Emily stared at him. He was too young to help, too immature for machines and sharp objects. She had to get rid of him. “That’s just the beginning.” She gestured to the garden.

Shoving his cap around backward, Billy studied her like he might a dead skunk. “I can chop down the lawn, but weedin’ the garden? That’ll cost ya extra, lady.”

She waved a gnarled finger and stared a hole through the kid, a look that had served her well for forty years of teaching. “That’s Miss Emily to you, young man! Want me to speak to your father?”

He stepped back against a broken lawn chair and stood a little straighter. “Got no father... Miss Emily.”

Of course not. If he’d had a father, he might have learned some manners. “I’ll pay you, young man, but I don’t want you to tear it all down. I expect to see the flowers when you’re finished.”

“No problem, ma’am.” His tone thickened with sarcasm. He started to turn, then swung back. “Why do you care about a bunch of bug-eaten flowers at your age?”

She studied his freckled face. “Those flowers are all I got left. Lots of memories.”

He bobbed his head. “I see.”

Of course he didn’t. His life had just begun, and he probably planned to escape this rural town to find something bigger, jobs that paid more, not stay and preserve its beauty. That’s what all the kids wanted. City living. That’s why they were so crowded. Emily gazed through the screen and watched the breeze tug on that brilliant yellow flower. Her mind sharpened. Helianthus annuus. “I worked this garden for nigh on fifty year, young man. When you put all your strength into a task, it means something.”

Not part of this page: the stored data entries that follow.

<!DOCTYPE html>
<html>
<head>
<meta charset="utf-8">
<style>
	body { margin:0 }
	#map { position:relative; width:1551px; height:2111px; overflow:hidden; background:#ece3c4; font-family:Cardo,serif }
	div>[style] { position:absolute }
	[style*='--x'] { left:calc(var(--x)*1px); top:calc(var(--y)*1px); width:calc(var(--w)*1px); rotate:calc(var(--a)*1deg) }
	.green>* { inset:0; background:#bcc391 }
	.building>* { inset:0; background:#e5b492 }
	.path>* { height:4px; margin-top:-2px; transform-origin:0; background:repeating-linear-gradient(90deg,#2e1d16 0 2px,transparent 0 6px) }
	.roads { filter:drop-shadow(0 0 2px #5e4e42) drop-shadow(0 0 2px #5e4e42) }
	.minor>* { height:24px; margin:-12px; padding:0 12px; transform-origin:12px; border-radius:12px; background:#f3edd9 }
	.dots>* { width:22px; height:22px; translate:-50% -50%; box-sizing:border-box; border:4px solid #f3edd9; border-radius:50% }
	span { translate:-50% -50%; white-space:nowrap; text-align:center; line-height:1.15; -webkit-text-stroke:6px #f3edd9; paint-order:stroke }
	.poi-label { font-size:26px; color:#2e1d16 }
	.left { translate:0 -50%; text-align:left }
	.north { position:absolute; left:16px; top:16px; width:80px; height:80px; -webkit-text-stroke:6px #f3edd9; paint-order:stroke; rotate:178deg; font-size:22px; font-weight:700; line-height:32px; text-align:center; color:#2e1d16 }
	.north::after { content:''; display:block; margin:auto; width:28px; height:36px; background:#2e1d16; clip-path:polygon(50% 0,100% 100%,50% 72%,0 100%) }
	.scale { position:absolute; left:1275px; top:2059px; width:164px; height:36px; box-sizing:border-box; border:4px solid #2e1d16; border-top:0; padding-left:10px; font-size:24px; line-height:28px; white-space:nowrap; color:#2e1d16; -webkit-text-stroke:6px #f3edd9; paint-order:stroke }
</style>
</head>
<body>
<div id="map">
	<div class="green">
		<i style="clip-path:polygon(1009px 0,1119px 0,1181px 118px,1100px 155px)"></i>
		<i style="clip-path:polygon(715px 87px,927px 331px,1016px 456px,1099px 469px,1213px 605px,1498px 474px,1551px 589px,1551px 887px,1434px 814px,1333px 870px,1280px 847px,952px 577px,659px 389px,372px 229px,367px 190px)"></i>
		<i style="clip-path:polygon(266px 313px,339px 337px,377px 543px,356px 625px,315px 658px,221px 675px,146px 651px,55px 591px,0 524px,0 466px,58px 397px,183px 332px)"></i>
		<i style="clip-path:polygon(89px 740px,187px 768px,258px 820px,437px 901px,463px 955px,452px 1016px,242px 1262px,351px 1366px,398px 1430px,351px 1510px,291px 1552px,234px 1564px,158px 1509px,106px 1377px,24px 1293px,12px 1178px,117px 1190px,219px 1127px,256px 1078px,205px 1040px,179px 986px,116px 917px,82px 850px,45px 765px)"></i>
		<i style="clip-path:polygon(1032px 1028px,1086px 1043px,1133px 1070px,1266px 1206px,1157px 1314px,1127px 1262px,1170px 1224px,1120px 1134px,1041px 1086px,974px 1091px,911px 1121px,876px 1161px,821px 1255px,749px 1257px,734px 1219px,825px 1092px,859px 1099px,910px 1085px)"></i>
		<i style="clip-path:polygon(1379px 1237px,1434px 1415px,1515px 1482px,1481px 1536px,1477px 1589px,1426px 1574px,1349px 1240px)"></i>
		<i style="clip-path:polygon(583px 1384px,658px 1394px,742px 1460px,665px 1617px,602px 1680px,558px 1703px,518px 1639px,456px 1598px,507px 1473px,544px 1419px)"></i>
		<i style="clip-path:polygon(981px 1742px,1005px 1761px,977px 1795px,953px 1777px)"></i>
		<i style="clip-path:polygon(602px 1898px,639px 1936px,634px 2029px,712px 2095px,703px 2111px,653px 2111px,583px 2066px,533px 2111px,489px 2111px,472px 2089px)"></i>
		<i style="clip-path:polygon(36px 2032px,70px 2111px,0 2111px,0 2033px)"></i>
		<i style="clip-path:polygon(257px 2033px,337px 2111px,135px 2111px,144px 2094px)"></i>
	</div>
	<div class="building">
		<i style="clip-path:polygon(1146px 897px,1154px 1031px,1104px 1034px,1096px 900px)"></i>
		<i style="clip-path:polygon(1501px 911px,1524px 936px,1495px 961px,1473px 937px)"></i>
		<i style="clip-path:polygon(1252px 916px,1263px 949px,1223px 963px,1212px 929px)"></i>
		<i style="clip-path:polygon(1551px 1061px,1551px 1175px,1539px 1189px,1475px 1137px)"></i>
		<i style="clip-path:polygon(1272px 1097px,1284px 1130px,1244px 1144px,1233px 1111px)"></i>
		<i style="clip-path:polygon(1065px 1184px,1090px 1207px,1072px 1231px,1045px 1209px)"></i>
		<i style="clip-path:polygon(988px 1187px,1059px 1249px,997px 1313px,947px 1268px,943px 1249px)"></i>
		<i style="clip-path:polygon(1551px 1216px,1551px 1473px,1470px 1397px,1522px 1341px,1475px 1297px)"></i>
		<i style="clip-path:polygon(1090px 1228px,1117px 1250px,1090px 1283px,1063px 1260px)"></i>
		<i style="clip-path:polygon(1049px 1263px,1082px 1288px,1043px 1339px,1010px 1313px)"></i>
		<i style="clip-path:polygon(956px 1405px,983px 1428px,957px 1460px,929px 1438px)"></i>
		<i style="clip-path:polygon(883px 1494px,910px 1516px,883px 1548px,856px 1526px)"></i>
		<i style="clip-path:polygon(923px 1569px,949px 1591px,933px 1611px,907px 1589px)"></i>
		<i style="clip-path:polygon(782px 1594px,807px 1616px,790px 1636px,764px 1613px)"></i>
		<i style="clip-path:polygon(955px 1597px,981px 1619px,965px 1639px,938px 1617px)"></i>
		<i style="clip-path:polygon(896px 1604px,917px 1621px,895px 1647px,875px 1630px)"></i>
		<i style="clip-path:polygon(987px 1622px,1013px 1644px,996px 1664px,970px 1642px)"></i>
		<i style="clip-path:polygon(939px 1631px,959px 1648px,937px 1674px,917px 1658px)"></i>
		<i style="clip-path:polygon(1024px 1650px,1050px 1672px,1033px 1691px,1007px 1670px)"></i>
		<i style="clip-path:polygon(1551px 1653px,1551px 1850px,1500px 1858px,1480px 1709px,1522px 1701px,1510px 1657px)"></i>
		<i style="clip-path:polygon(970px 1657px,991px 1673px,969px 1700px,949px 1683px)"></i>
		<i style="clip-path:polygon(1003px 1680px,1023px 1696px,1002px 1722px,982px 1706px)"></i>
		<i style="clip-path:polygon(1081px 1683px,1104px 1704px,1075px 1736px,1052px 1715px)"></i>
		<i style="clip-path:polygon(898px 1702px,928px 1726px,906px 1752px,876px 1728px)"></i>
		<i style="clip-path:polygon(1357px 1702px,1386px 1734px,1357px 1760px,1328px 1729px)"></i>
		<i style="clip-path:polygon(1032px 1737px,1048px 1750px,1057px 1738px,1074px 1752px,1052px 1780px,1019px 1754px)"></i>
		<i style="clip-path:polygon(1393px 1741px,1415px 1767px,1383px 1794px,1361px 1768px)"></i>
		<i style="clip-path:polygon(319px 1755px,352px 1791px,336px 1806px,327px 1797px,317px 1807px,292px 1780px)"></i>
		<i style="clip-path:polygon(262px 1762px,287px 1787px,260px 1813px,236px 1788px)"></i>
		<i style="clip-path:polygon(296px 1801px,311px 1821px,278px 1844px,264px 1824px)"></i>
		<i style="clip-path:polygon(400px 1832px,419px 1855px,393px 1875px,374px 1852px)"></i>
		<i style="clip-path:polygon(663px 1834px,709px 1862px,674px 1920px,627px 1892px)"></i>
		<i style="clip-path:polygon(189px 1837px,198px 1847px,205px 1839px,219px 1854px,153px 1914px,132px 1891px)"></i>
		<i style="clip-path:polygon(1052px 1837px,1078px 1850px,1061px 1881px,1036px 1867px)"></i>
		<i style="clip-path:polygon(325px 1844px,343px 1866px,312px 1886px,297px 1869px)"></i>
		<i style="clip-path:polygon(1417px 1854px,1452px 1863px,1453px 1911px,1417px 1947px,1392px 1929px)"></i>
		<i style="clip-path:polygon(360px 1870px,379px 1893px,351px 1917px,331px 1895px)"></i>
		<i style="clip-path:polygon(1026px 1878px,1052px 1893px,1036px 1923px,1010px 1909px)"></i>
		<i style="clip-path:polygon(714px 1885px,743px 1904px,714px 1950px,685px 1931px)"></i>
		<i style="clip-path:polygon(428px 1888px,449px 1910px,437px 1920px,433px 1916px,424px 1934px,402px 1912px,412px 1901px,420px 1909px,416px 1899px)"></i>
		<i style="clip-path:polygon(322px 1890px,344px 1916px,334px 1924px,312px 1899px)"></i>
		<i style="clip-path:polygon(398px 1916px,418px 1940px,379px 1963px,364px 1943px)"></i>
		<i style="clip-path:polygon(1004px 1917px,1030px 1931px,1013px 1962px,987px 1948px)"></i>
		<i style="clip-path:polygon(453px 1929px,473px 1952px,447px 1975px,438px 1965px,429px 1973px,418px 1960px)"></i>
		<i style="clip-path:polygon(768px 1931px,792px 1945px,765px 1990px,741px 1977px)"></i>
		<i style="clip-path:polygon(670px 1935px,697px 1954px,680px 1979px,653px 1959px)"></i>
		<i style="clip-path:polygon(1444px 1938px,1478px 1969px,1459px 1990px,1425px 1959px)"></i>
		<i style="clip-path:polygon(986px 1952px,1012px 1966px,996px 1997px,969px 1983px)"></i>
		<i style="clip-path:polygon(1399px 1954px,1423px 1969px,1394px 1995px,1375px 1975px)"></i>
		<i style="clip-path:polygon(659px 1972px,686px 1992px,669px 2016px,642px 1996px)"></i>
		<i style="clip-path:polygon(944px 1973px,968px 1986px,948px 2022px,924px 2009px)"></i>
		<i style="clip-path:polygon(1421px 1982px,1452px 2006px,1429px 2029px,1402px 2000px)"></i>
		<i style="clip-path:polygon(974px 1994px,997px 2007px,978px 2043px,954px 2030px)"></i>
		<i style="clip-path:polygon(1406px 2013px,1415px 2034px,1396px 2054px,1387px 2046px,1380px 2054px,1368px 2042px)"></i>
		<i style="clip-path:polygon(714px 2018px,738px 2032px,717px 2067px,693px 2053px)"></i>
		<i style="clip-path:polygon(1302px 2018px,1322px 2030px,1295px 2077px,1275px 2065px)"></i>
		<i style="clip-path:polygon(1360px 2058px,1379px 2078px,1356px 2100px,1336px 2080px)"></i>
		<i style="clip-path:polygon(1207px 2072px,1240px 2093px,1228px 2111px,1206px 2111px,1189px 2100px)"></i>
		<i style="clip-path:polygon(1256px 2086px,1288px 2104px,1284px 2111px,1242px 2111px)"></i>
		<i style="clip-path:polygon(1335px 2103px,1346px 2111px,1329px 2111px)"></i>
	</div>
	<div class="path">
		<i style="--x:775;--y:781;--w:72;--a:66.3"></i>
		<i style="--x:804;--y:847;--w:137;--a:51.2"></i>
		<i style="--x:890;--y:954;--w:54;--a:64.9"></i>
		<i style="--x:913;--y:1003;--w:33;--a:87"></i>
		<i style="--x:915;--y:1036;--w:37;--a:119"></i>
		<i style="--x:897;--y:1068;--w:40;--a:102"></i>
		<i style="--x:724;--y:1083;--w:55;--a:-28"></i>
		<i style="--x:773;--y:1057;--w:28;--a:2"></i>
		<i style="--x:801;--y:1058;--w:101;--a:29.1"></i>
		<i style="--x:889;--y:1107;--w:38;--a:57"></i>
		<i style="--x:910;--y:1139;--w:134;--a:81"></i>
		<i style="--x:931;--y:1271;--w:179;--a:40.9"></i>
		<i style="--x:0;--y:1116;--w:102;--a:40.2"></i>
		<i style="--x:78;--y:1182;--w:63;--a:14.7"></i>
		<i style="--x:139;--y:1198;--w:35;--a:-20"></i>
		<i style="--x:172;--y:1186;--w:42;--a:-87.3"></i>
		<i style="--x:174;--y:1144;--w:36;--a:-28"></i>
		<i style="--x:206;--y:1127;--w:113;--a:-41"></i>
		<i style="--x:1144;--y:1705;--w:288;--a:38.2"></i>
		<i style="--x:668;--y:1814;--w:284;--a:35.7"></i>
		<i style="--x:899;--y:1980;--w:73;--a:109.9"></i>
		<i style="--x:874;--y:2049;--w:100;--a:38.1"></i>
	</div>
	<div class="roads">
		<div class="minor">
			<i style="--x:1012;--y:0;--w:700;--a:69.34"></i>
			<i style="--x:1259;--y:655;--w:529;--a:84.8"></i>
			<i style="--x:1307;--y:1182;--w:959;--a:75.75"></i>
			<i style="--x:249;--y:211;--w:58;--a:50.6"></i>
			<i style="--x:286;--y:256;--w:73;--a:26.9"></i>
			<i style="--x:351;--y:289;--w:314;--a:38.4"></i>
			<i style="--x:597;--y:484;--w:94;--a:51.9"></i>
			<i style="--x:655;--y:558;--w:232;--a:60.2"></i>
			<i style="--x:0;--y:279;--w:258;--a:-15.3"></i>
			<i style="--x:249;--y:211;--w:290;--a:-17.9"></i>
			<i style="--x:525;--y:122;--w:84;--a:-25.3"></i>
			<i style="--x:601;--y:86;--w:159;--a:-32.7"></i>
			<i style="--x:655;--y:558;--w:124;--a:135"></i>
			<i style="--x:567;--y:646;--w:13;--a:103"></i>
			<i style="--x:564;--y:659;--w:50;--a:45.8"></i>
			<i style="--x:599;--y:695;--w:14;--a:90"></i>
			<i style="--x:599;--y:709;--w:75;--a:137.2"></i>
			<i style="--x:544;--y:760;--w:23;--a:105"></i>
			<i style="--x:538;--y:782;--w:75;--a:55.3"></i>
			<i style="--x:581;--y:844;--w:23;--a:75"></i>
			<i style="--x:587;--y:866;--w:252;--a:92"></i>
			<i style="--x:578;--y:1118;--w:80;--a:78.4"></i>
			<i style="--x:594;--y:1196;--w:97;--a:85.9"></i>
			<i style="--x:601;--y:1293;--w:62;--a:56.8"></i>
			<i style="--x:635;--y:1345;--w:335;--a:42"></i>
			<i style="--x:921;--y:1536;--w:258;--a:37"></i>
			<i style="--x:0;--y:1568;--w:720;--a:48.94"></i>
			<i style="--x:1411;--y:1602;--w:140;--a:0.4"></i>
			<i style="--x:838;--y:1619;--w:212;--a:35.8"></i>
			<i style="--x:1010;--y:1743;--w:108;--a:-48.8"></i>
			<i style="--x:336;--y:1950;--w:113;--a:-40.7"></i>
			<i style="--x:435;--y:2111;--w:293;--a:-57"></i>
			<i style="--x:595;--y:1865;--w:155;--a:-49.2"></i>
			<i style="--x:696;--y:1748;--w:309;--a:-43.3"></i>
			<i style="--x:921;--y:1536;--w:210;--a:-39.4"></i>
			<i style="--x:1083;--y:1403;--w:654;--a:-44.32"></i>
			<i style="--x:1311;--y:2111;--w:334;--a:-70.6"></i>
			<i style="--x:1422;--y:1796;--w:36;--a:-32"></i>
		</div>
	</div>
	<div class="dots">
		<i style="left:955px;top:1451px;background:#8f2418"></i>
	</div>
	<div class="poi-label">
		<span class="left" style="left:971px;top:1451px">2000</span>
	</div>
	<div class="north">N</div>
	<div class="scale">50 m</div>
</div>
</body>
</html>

Billy stared at bird droppings on the porch. “Didn’t last long, though, did it?”

What could she say to that? It had been at least two years since she worked it herself. Maybe longer. Fifty years was yesterday. Her husband had been gone twenty, but she sometimes still heard him making breakfast in the morning. Some days his being there was all she could think of.

“Grams loved her garden too.” When Billy swallowed, his Adam’s apple bobbed. “The neighborhood’s not like it used to be, you know. You’re the only one who still has flowers. Does Joe know the house next door is a methlab?”

She nodded. She had no idea what the fuss was over that horrible drug, but she knew enough to be afraid of explosions.

He shifted his weight onto one leg, making the holes at the knees of his jeans gape. “You know about the...lady...who moved in across the street?”

Emily felt her strength giving way. “She’s a prostitute. And there are hungry kids down the street too. Used to be different. Used to be that neighbors were friends.” So many wrongs she could no longer right. In fact, she never stepped outside anymore after dark.